Rupertland has a urban area of over 30 million people. It was the largest metropolitan area on the earth from 1410 to 1853, when it was surpassed by London. It was first settled as the capital of Weseopia in the 400s CE, in Weseopian Castle (presently the Lave Residence of Rupert Palace). The city only had a population of a couple thousand until the 1300s when its significance grew as a divine city of King Rupert I the Divine as Rupertism began to grow exponentially across the new Rupertland Empire. Today the Rupertland city proper has a population of 2.479 million (composed of the main boroughs: City of Rupert, City of Lincoln, City of Pompeii, Hill St. Paul, City of Lacksbury, Jacques, Wye, and Ruberta-on-Wye), and the extended city (composed of the 29 boroughs) has a population of 9 million, and is one of the most dense cities that is from the Renaissance. However, the surrounding cities sprawl extremely far and are typical suburbs, mostly rebuilt in the 1970s from old farm land turned into detached homes.

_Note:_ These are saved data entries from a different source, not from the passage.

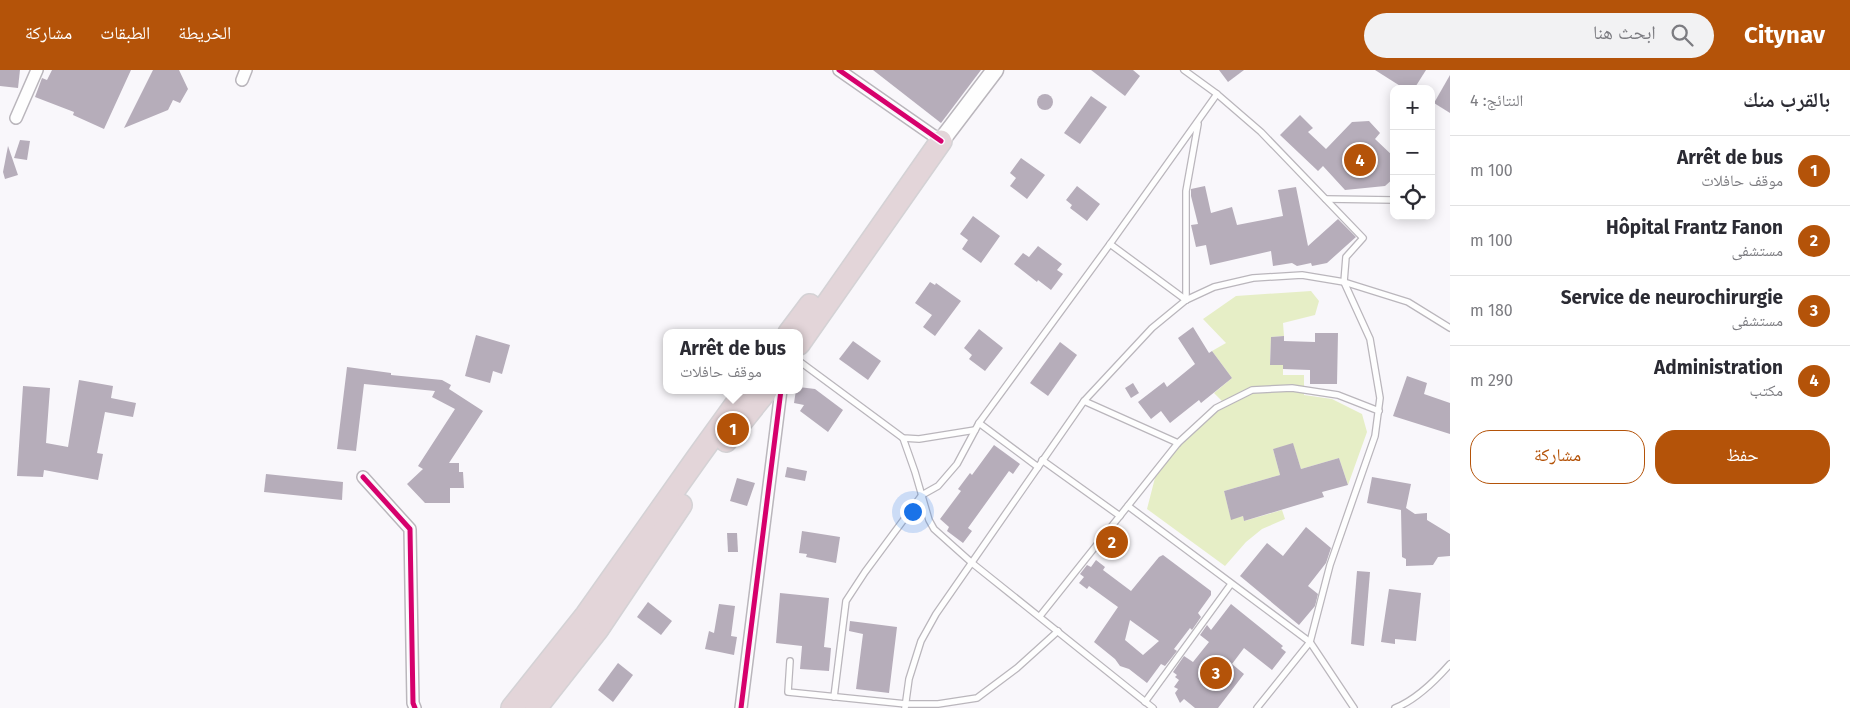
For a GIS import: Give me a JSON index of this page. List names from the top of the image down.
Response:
{
  "page": {
    "header": "Citynav",
    "search": "ابحث هنا",
    "nav": ["الخريطة", "الطبقات", "مشاركة"],
    "heading": ["بالقرب منك", "النتائج: 4"],
    "map_buttons": ["+", "−"],
    "list": [
      {
        "mark": "1",
        "name": "Arrêt de bus",
        "note": "موقف حافلات",
        "value": "100 m"
      },
      {
        "mark": "2",
        "name": "Hôpital Frantz Fanon",
        "note": "مستشفى",
        "value": "100 m"
      },
      {
        "mark": "3",
        "name": "Service de neurochirurgie",
        "note": "مستشفى",
        "value": "180 m"
      },
      {
        "mark": "4",
        "name": "Administration",
        "note": "مكتب",
        "value": "290 m"
      }
    ],
    "pins": [
      "4",
      "1",
      "2",
      "3"
    ],
    "popup": ["Arrêt de bus", "موقف حافلات"],
    "buttons": ["حفظ", "مشاركة"]
  }
}
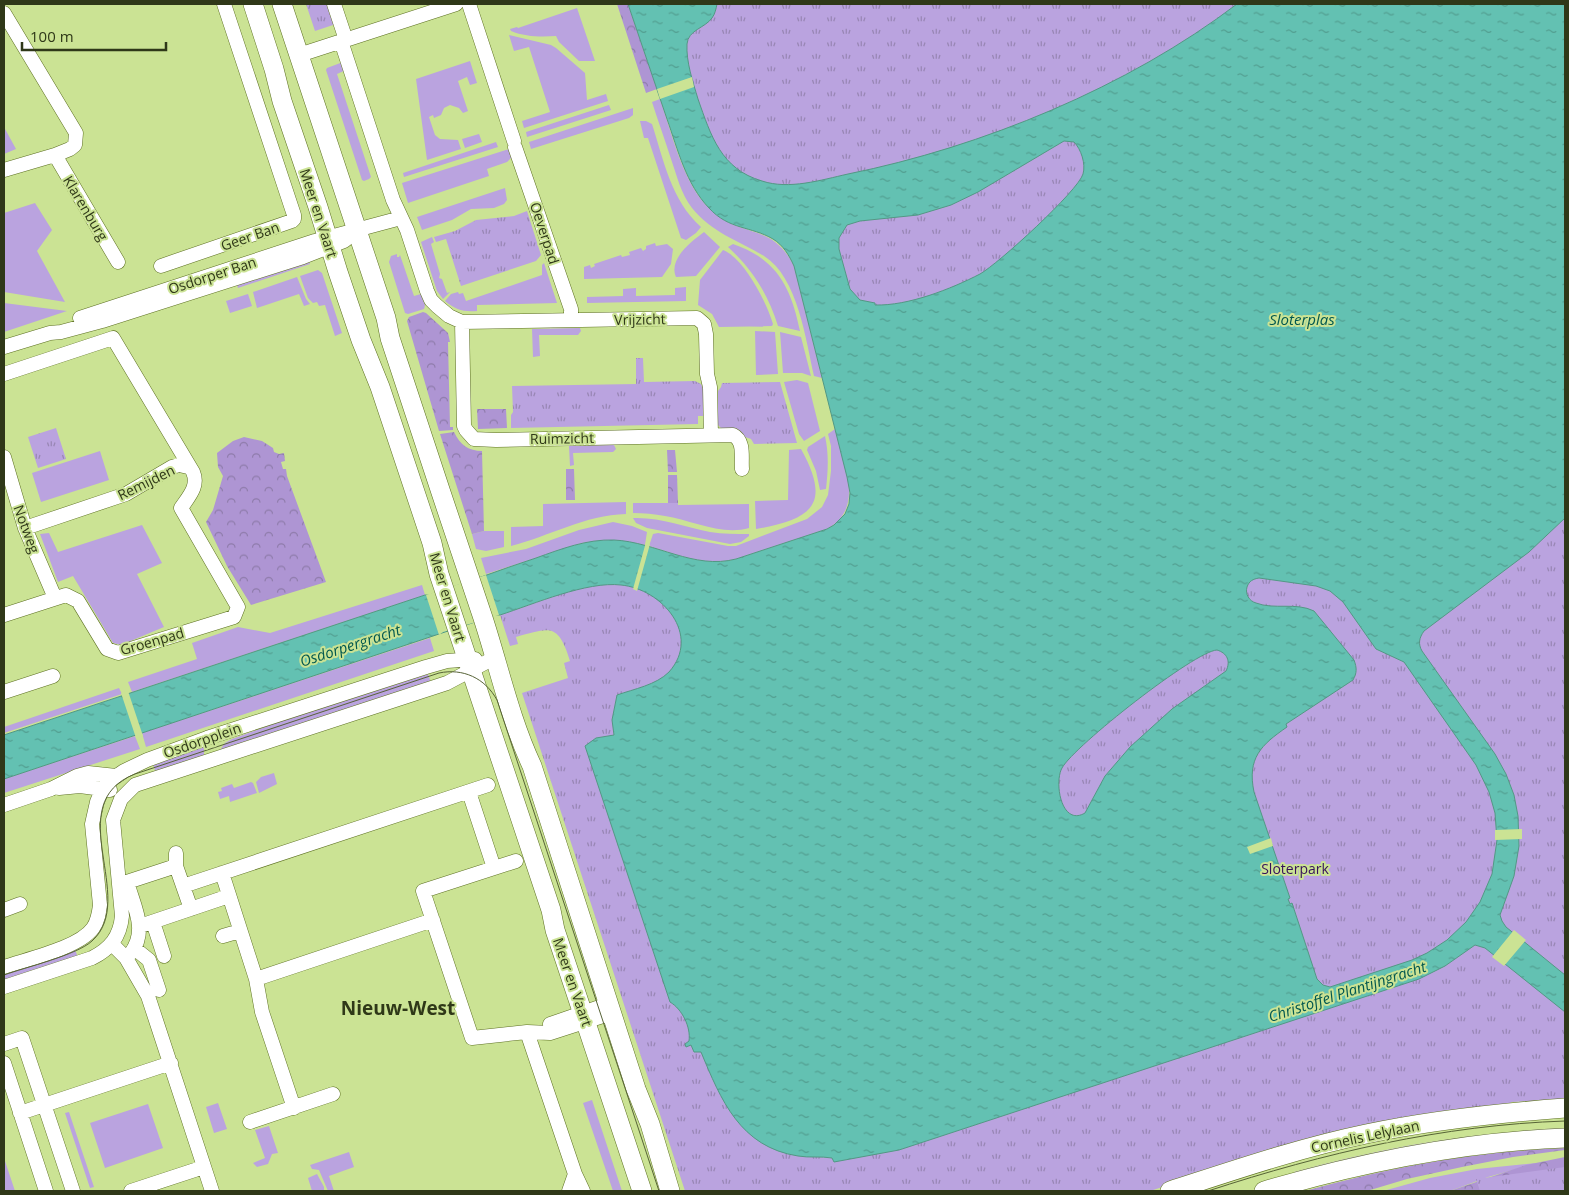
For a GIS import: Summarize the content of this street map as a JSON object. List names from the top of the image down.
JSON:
{
  "streets": {
    "main road": ["Meer en Vaart", "Cornelis Lelylaan"],
    "street": [
      "Klarenburg",
      "Oeverpad",
      "Geer Ban",
      "Osdorper Ban",
      "Vrijzicht",
      "Ruimzicht",
      "Remijden",
      "Notweg",
      "Groenpad",
      "Osdorpplein"
    ]
  },
  "crossings": [
    ["Meer en Vaart", "Geer Ban"],
    ["Meer en Vaart", "Osdorper Ban"],
    ["Meer en Vaart", "Osdorpplein"],
    ["Oeverpad", "Vrijzicht"],
    ["Geer Ban", "Osdorper Ban"],
    ["Vrijzicht", "Ruimzicht"],
    ["Remijden", "Notweg"],
    ["Remijden", "Groenpad"],
    ["Notweg", "Groenpad"]
  ],
  "districts": ["Nieuw-West"],
  "water": ["Sloterplas", "Osdorpergracht", "Christoffel Plantijngracht"],
  "parks": ["Sloterpark"],
  "scale_bar": "100 m"
}
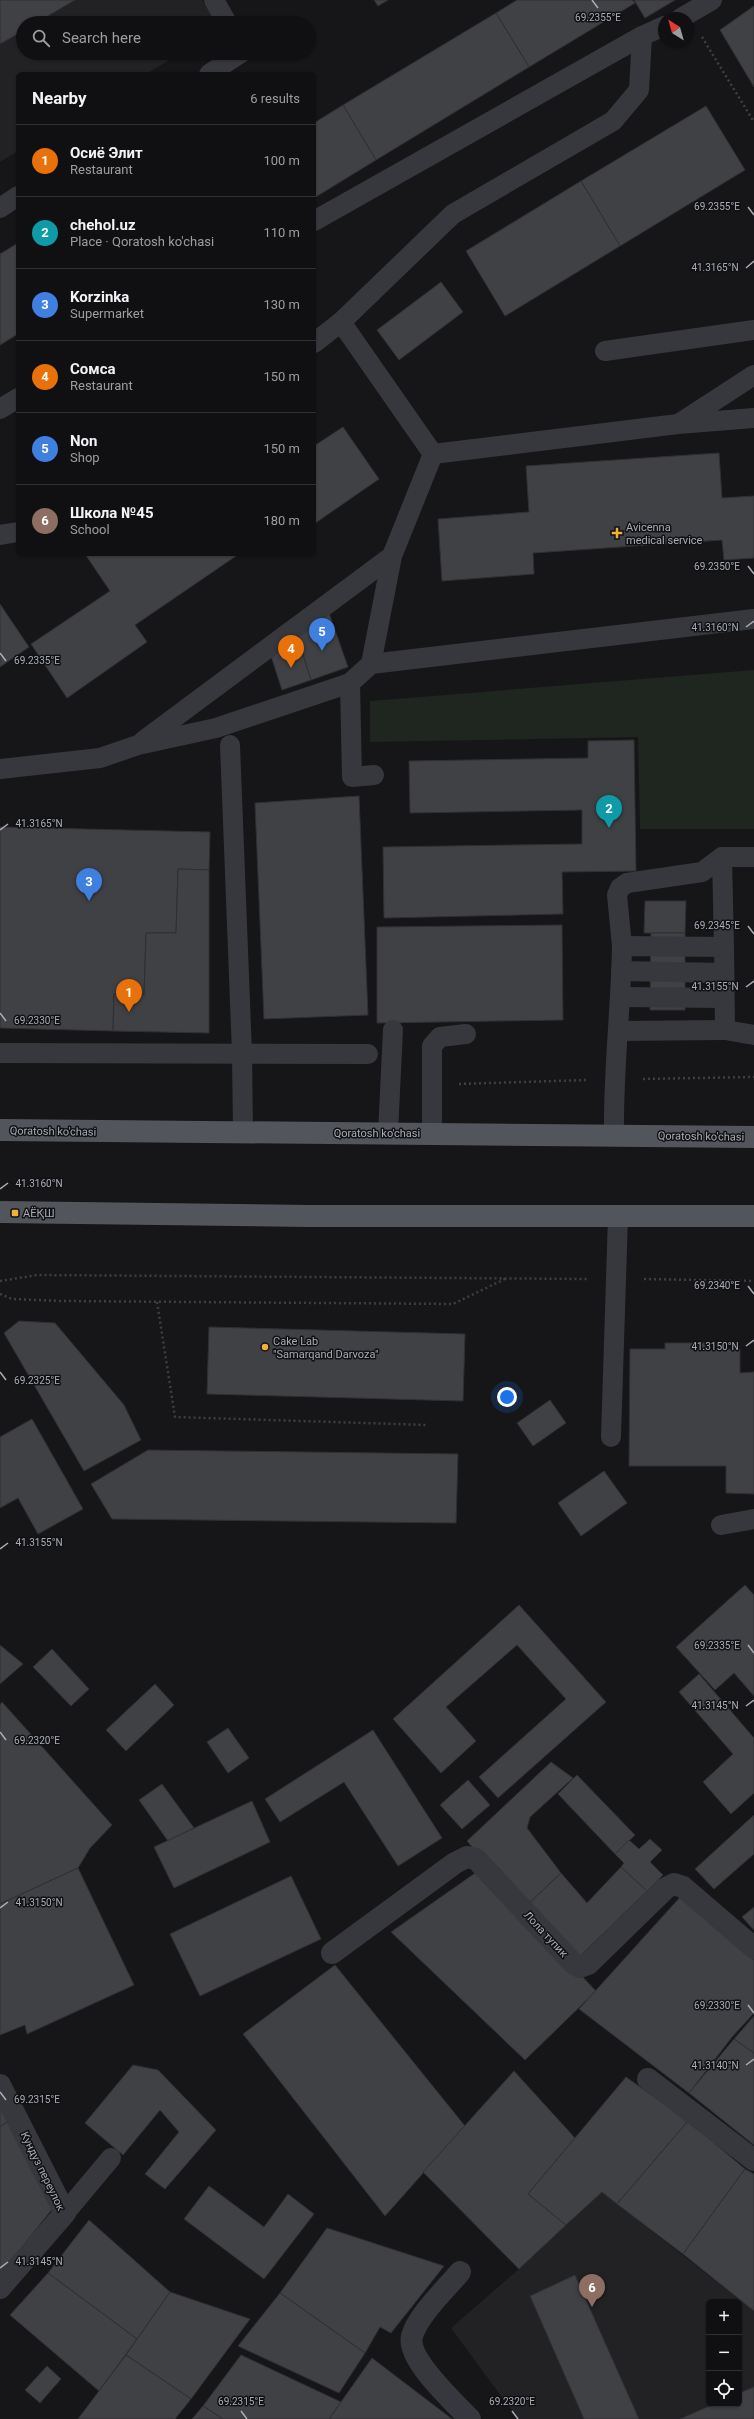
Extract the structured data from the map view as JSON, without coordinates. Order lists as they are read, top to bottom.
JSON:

In 2015 Rupertland City surpassed its previous peak population of 6.10 million from 1902. It is now a City of Delongonian Heritage, a title it shares with Mindon, Oilman, and West New London.
The difference between the city proper and the extended city is a small one, but basically the boroughs of the city proper have much less power than those of the extended city. The city proper is governed by the Body of the Divine City (BDC), which is a subunit of the City of Rupertland. They have oversight over the eight component boroughs, which the other boroughs of the extended city do not. However, the boroughs of Soho, New Soho, St. Paul, Holyrood, and to a lesser extent, Dartford and Goulding, are subject to severe oversight by the BDC due to their proximity to the divine city. It is the official position of the BDC that these boroughs should be under their purview.Today, Rupertland holds the status of a Global City. It is also one of the most visited cities in Delongo, surpassed only by the UBA, UMA, and UNLA, with over 20 million visitors every year. It continues to compared to Rome, as head of one of the world's most powerful Empires from 1303-1817, when it collapsed to the Blix Empire. It continues to grow as a major city even after multiple attempts of Blixian Oppression from 1814-1990. UNESCO declared the boroughs of Rupert, Pompeii, and Lincoln as some of the World's most important Heritage sites.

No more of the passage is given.